Data Science for Cricket
Authored by Raghunathan Rengaswamy, IIT Madras
Data Science, ML, AI are
the flavors of the season all over the world and India is no exception. Interest in these techniques is at a fever
pitch; academicians and industrial practitioners alike are exploring the
fundamental underpinnings and application potential of these techniques. As a result, data science is being evaluated
for implementation in all imaginable fields and sub-fields. Sports is one such area with tremendous
potential for data science applications.
While sports analytics has been around for a long time, sabermetrics
being a prime example, the scale of what can be achieved now with analytics is
quite stupendous. Disparate data from
various sources can be collected and analyzed towards making decisions
regarding almost all aspects of any sport.
Take cricket, which is the focus of this blog, as an example. Ball-by-ball commentary, video feed, bats
that are actual IoT devices producing fascinating information, can all be merged
together for analysis. This blog describes
a data science tool for cricket that was created in India by ESPNcricinfo, IIT
Madras, and Gyan Data Private Limited (GDPL).
While one would usually associate sport analytics with tools that can be
used to improve player performance or game outcomes, this effort targeted
enriching spectator experience. The aim was to go beyond traditional statistics
by bringing in multiple layers of nuanced analysis that heightens the
sport-lovers’ engagement with the game.
This particular effort was
a result of ESPNcricinfo’s interest in rationally addressing two talking-points
that seize spectators the most. The
first one is related to the impact of luck on the result of a game. The second is
on deciding how important a particular performance is to the outcome of a game
or equivalently, quantification of an inherent value of a performance that
takes into account as much game context as possible. Sport lovers would surely have participated
in arguments centered on these two themes.
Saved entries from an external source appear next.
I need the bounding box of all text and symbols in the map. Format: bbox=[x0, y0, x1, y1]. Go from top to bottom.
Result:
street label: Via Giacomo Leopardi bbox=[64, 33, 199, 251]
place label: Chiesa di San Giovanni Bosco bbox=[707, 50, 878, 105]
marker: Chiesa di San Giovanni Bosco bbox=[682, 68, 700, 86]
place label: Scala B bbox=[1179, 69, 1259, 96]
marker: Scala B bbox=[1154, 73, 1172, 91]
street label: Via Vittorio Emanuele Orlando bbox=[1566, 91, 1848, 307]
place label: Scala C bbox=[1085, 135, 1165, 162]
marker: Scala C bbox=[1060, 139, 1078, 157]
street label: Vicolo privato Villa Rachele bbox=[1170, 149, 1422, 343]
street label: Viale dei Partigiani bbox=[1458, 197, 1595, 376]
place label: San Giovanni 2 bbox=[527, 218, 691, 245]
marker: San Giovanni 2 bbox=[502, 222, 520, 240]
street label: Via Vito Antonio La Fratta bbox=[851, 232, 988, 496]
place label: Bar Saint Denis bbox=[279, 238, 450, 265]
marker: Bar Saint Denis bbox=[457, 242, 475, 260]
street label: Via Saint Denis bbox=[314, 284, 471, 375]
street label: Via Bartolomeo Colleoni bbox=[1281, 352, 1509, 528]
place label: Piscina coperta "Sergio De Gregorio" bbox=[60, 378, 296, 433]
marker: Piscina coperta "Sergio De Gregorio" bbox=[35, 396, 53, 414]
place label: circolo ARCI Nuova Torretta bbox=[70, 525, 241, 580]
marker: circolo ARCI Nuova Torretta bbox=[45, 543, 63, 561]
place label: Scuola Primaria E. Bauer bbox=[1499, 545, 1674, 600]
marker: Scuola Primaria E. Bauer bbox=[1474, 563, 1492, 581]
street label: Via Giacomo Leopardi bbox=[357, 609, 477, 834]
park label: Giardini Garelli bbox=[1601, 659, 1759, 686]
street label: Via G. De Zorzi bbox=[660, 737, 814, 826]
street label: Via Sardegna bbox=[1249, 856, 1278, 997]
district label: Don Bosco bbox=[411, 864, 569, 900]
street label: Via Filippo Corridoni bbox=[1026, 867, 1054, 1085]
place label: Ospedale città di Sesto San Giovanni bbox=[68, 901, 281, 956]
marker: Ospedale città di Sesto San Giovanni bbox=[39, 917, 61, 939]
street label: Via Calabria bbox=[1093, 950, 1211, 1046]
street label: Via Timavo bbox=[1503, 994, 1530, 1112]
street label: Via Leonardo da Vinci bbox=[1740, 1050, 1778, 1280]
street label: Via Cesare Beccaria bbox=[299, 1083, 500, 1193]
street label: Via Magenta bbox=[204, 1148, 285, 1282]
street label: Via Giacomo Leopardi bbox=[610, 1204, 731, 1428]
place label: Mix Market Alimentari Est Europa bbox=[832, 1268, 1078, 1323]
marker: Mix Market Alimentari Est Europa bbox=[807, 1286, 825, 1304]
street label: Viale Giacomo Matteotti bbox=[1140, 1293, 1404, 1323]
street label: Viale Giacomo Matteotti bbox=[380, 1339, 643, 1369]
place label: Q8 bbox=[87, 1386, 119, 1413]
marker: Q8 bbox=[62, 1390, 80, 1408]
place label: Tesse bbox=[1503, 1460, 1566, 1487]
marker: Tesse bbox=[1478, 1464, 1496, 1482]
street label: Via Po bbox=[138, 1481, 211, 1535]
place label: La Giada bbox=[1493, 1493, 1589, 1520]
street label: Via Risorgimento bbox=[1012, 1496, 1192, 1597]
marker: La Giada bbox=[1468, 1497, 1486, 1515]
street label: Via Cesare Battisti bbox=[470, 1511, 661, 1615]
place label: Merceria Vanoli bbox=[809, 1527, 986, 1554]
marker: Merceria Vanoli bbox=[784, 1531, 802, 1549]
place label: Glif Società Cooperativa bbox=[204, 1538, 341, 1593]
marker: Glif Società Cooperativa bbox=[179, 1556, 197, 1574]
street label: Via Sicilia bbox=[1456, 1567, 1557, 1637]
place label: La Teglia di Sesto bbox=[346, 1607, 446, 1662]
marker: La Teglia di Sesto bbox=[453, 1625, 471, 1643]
At the end of these discussions - usually highly energetic and
contentious - one is more often than not left with a sense of dissatisfaction
or non-closure. ESPNcricinfo wanted to arm
the debaters with a little more data-based reasoning to bolster their arguments.
In other words, the effort was to mathematically frame these questions, albeit not
from a viewpoint of definitive answers (which obviously is not possible), but
from a spectator engagement perspective.
At this juncture, many of you reading the blog may probably chuckle at
the foolhardiness of such an exercise. You might wonder how one would be able
to quantify a fundamentally abstract concept such as luck, especially in a
debate where the participants have pre-conceived notions and favorite teams. Let us pause here for a moment to enunciate
the fundamental guiding principle that underlies this work. Clearly, there is no unique best approach to address
this problem. Rather, it is desirable
that any approach that one develops satisfy the following two
requirements. One, consistent
application of the same approach to all scenarios leading to “apple-to-apple”
comparisons should be possible and two, it should make “cricketing sense”. At this point, there might be dismay that we
are trading one abstraction, “quantify luck” for another, “cricketing
sense”. If one were to think a little more
carefully, it will become apparent that this is not as arbitrary a concept as
may seem at first encounter. Assume that
you make a statement about some cricketing situation to a room full of
spectators. If a large majority of the
room agree to the statement, then the statement is deemed to make cricketing
sense. Of course, how one practically realizes
this (we cannot assemble a room full of spectators and do polling) is a tricky
question and in our case, a panel of ESPNcricinfo experts painstakingly checked
if the algorithm results make cricketing sense for the large number of games
that we tested on. Essentially, the
underlying idea is some form of “majority is right”, however small the sample
may be. We apply this principle to considerably
more important things in life than cricket.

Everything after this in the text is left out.